Pemerintahan Biden ingin menjaga harga bahan bakar tetap stabil menjelang pemilihan dengan mendorong aliran minyak ke pasar global. Upaya ini bertentangan dengan prioritas lain: bersikap tegas terhadap lawan-lawan seperti Rusia, Iran, dan Venezuela.
Kebijakan ini telah menyebabkan sanksi yang lebih lunak dari yang diharapkan terhadap produsen minyak besar, menurut diplomat, mantan pejabat pemerintah, dan pemain industri energi yang diberi informasi oleh pejabat saat ini.
Sebagai contoh, pada hari Selasa, AS memberlakukan sanksi baru terhadap Iran.

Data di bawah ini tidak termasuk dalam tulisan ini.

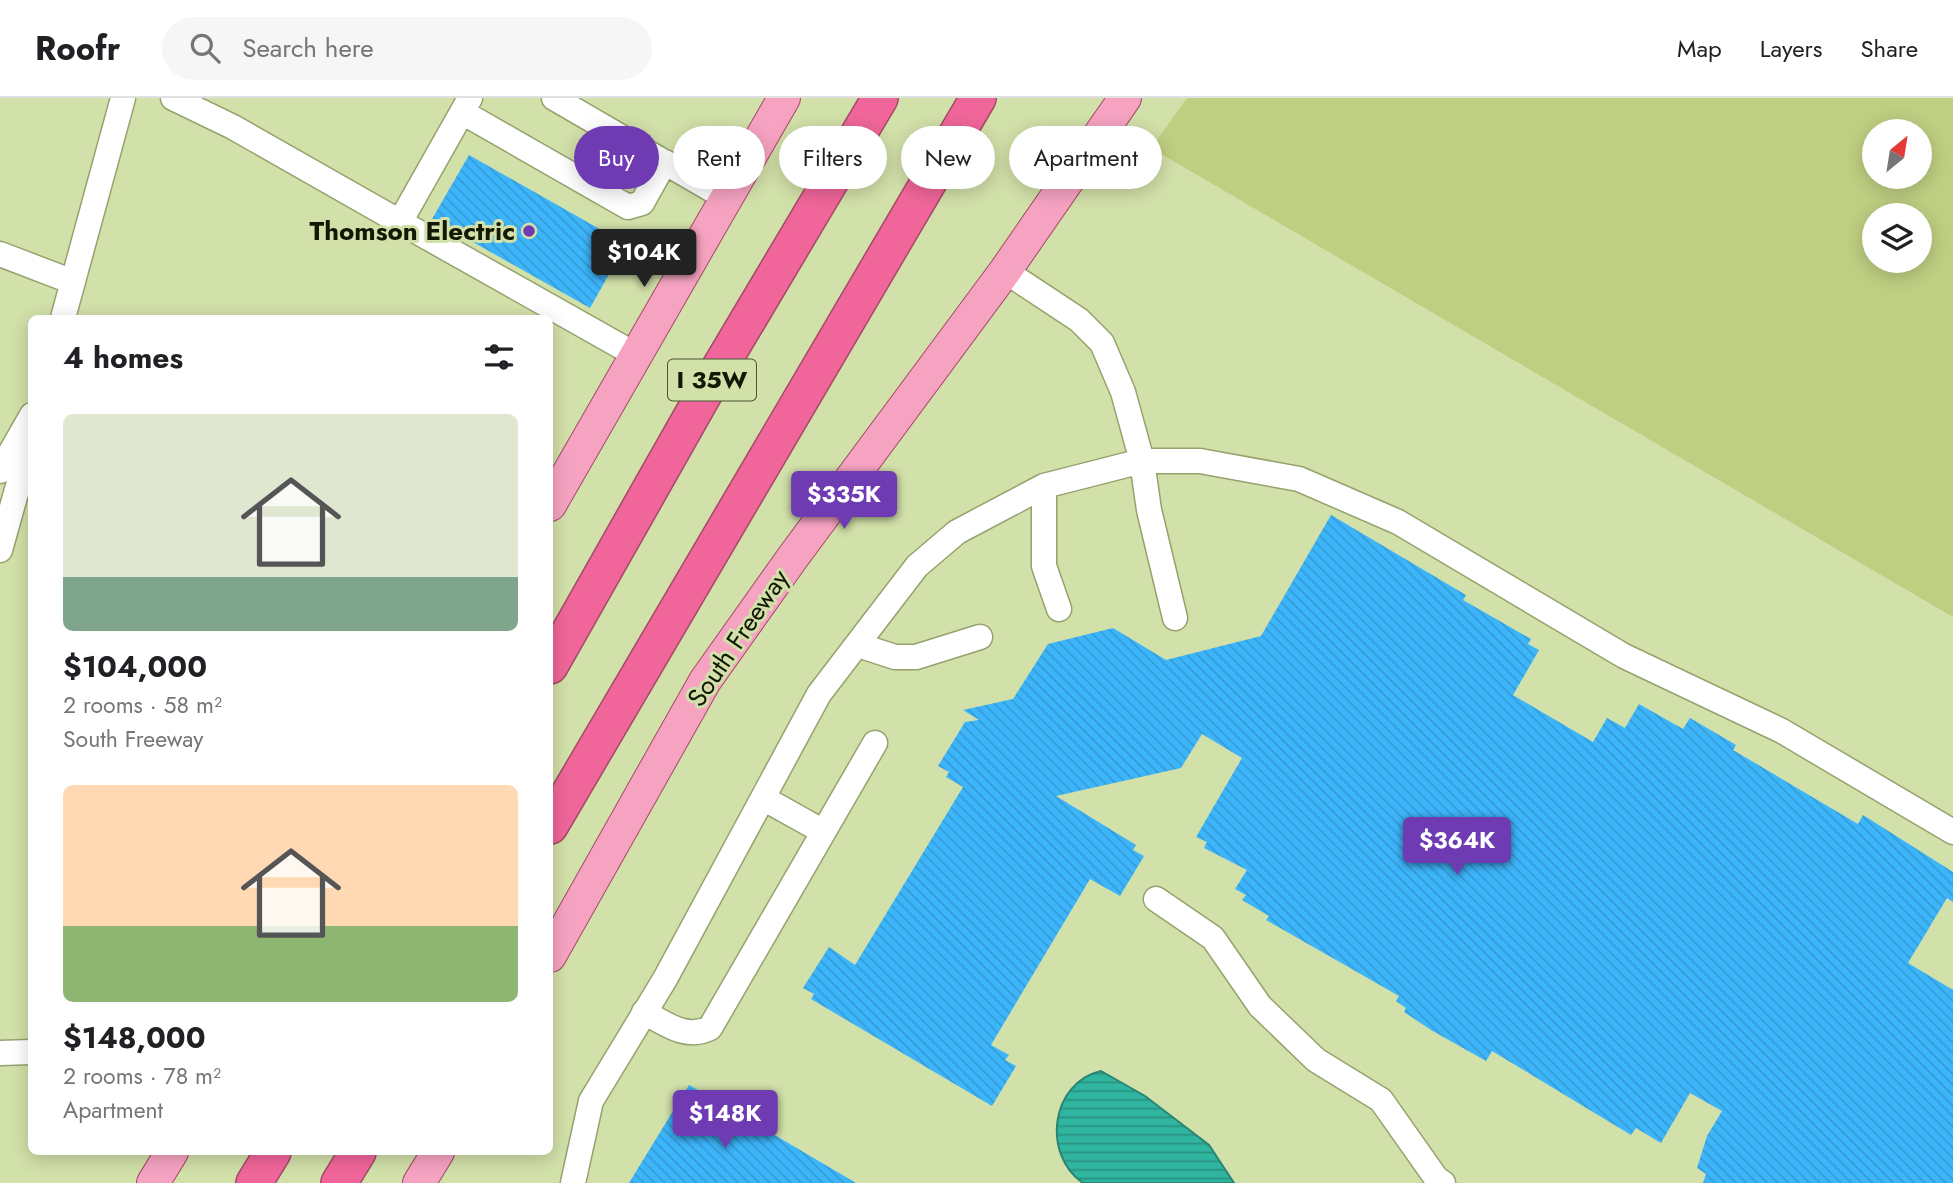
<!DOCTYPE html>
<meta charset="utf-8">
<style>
:root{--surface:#fff;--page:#f6f6f6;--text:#202124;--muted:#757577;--line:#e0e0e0;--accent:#6e3bb2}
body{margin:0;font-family:Jost,sans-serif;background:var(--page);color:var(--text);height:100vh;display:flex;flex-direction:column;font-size:26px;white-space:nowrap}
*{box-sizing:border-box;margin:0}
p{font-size:23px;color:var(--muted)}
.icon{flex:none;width:38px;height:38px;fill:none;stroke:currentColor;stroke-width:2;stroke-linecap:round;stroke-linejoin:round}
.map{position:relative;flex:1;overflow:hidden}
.side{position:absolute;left:28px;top:217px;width:525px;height:840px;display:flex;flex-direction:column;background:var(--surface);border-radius:10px;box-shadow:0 4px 18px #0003}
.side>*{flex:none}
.banner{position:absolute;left:574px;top:28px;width:665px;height:63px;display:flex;gap:14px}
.needle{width:46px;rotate:30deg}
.buttons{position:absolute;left:1862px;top:21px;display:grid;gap:14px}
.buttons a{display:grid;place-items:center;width:70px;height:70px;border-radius:50%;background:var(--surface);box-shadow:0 4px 18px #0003;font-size:35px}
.price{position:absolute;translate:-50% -60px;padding:0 16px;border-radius:7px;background:var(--accent);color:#fff;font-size:23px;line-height:46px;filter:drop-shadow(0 2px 4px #0008)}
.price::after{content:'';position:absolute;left:50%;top:42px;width:21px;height:16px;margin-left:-10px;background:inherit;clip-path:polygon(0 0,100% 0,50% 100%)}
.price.active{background:#222;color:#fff}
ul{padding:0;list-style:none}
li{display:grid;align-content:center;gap:14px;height:371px;padding:0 35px}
li span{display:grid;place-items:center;height:217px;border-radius:10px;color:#555}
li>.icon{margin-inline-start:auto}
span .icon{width:126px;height:126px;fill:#fffc;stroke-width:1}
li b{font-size:30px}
h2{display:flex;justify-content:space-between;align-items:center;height:84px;padding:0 35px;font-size:30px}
.tag{padding:0 24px;border-radius:32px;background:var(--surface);box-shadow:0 4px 18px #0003;font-size:24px;line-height:63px}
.tag.active{background:var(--accent);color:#fff}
header{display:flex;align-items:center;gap:42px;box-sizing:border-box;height:98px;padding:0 35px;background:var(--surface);border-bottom:2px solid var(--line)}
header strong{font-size:33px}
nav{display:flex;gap:38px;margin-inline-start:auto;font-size:24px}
.search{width:490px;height:63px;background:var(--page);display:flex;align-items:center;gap:18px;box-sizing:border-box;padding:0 24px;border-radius:38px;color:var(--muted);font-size:26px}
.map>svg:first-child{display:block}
.green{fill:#becf82;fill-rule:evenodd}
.water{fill:url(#water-rules);stroke:#278671;stroke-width:2}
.building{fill:url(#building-back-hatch)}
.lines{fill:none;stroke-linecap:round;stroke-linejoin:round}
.minor-casing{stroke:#95a26d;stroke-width:27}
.major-casing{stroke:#a34a66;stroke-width:34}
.highway-casing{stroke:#a34a66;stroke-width:38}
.minor{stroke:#fff;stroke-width:24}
.major{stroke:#f6a3c2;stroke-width:32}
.highway{stroke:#f0669a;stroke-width:35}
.poi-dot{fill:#6e3bb2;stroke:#d2e0a9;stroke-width:2.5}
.labels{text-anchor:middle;stroke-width:6;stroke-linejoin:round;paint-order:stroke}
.shield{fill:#d2e0a9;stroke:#4c5336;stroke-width:2}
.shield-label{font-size:24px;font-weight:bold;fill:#131704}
.poi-label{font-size:26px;font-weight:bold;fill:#131704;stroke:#d2e0a9;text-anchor:end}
.street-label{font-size:26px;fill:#131704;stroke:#d2e0a9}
</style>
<header>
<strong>Roofr</strong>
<div class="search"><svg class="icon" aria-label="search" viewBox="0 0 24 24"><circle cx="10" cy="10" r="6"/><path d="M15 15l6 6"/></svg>Search here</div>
<nav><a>Map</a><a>Layers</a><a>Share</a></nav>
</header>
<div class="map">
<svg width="1953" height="1085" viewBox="0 0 1953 1085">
<defs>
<pattern id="water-rules" width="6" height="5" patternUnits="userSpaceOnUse" patternTransform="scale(1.75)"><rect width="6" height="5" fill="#30b5a0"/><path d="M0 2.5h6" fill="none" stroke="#289280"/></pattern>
<pattern id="building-back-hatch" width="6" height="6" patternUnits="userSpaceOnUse" patternTransform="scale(1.75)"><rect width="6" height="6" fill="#3db5fb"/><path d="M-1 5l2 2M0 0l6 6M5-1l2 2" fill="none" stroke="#359bd6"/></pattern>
</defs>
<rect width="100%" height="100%" fill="#d2e0a9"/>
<!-- green -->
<path class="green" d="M 1187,0 L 1953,0 L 1953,519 L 1151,50 ZM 1874,33 L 1920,33 L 1920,79 L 1874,79 ZM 1874,117 L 1920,117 L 1920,163 L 1874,163 Z"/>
<!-- water -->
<path class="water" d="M 1101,973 L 1145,998 L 1209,1047 L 1234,1085 L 1083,1085 C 1042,1057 1050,985 1101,973 Z"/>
<!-- building -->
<path class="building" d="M 469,57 L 626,146 L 590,210 L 432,121 Z
M 1331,417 L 1466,497 L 1463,502 L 1531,541 L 1528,546 L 1539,552 L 1513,597 L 1593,644 L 1607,620 L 1625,630 L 1639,606 L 1683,631 L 1690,620 L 1736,647 L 1733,652 L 1858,726 L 1863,717 L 1953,774 L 1953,804 L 1947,800 L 1908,865 L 1953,892 L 1953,1085 L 1703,1085 L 1706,1076 L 1697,1070 L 1707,1038 L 1722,1013 L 1690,995 L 1661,1045 L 1636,1030 L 1631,1037 L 1492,953 L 1486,963 L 1431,932 L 1404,914 L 1406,910 L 1396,903 L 1399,898 L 1266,822 L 1269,818 L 1242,802 L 1246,797 L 1235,791 L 1247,772 L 1204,750 L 1207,744 L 1196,739 L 1242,660 L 1202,636 L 1181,670 L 1056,698 L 1136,747 L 1133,752 L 1144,758 L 1120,798 L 1090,781 L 991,947 L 1009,957 L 1005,962 L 1016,968 L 992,1008 L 811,901 L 814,896 L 803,890 L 829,849 L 855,867 L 963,689 L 946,679 L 949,674 L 938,668 L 965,624 L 979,622 L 963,612 L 1013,601 L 1048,546 L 1113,530 L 1166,562 L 1261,538 Z
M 689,987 L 795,1049 L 856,1085 L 629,1085 Z"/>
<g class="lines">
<!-- minor casing -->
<g class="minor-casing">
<path id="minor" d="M 173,0 L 233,29 L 400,124
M 470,0 L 400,124 L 636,257
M 554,0 L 726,100
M 462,14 L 628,109 L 642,105 L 665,64
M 0,156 L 73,184
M 1005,173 L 1079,222 L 1102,245 L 1123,294 L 1142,363 L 1149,412 L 1175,520
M 63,220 L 123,0
M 0,373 L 32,317
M 1044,388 L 1044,468 L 1059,511
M 0,452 L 32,338
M 858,547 L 895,559 L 916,559 L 980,539
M 763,700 L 822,733
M 1156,801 L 1213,840 L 1260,908 L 1316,962 L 1381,1002 L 1436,1080 L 1443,1085
M 644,914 C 666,926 686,942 710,930 L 875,645
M 0,955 L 32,954
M 573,1085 L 591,1003 L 665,881 L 819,596 L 917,468 L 957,434 L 1044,388 L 1142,363 L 1200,363 L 1299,381 L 1398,424 L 1624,558 L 1782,633 L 1953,734"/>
</g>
<!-- major casing -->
<g class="major-casing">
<path id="major" d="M 550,407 L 784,0
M 550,858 L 705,583 L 793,459 L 1005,173 L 1125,0
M 153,1085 L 172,1054
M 419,1085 L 438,1054"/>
</g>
<!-- highway casing -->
<g class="highway-casing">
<path id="highway" d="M 550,568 L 708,289 L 880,0
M 550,728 L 978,0
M 254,1085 L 273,1054
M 339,1085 L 358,1054"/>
</g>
<!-- minor -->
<use href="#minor" class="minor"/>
<!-- major -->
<use href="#major" class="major"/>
<!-- highway -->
<use href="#highway" class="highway"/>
</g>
<!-- markers -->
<circle class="poi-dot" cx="529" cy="133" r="7"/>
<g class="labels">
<!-- shield labels -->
<rect class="shield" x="668" y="261.5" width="88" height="41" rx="5"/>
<g class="shield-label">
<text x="712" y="290">I 35W</text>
</g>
<!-- poi labels -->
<g class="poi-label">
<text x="515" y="142">Thomson Electric</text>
</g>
<!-- street labels -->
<g class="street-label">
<text transform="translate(738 540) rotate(-56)" y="9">South Freeway</text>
</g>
</g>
</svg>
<div class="buttons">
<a><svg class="needle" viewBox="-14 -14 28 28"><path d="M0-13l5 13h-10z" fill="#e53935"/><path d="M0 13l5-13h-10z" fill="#757577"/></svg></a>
<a><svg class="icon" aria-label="layers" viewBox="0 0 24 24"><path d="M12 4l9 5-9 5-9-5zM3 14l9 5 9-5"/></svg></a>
</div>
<b class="price active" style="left:644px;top:191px">$104K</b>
<b class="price" style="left:844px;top:433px">$335K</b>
<b class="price" style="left:1457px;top:779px">$364K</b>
<b class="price" style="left:725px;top:1052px">$148K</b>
<div class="banner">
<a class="tag active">Buy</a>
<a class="tag">Rent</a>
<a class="tag">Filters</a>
<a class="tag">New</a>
<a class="tag">Apartment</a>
</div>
<section class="side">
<h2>4 homes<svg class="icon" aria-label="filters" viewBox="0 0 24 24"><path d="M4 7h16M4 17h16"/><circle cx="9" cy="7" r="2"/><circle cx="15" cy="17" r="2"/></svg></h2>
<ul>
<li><span style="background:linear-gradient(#dfe7d0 75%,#7fa58c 0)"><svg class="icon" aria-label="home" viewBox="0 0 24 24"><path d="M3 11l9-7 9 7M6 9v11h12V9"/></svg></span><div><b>$104,000</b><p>2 rooms · 58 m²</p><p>South Freeway</p></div></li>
<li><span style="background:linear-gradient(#ffd9b3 65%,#8fb573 0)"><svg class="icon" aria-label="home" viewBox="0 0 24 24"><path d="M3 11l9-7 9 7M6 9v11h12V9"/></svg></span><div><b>$148,000</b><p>2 rooms · 78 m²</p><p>Apartment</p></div></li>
</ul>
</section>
</div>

Langkah-langkah tersebut mempengaruhi sebagian kecil ekspor minyak negara tersebut dan tidak kemungkinan mengganggu pasar global, kata para analis.
"Presiden ingin melakukan segala yang dia bisa untuk memastikan konsumen Amerika memiliki harga terendah yang mungkin di pompa bensin, karena hal itu memengaruhi kehidupan sehari-hari keluarga," kata seorang pejabat senior pemerintahan.
Meskipun ketegangan antara Iran dan AS meningkat sejak serangan pada 7 Oktober terhadap Israel oleh Hamas yang didukung oleh Tehran, ekspor dari Iran melampaui 1,5 juta barel sehari tahun ini mulai Februari, jauh lebih banyak dari awal masa kepresidenan Biden. Sebagian besar minyak itu dibeli oleh kilang minyak kecil di China dengan harga diskon.
AS dan sekutunya telah "sangat, sangat berhati-hati untuk tidak terlalu jauh dan merusak kemampuan ekonomi Barat untuk berfungsi," dalam hal sanksi, kata John Smith, mitra di Morrison Foerster dan mantan kepala Kantor Pengendalian Aset Asing Departemen Keuangan AS.
Diplomat AS dan pejabat energi selama puluhan tahun telah bekerja di seluruh dunia untuk menjaga aliran minyak, seringkali melibatkan aliansi dan akomodasi yang tidak nyaman.
Ketika Departemen Keuangan memberlakukan gelombang sanksi terhadap Moskow pada 12 Juni terkait perang di Ukraina, mereka menargetkan bank namun hampir tidak menyentuh industri minyak negara tersebut.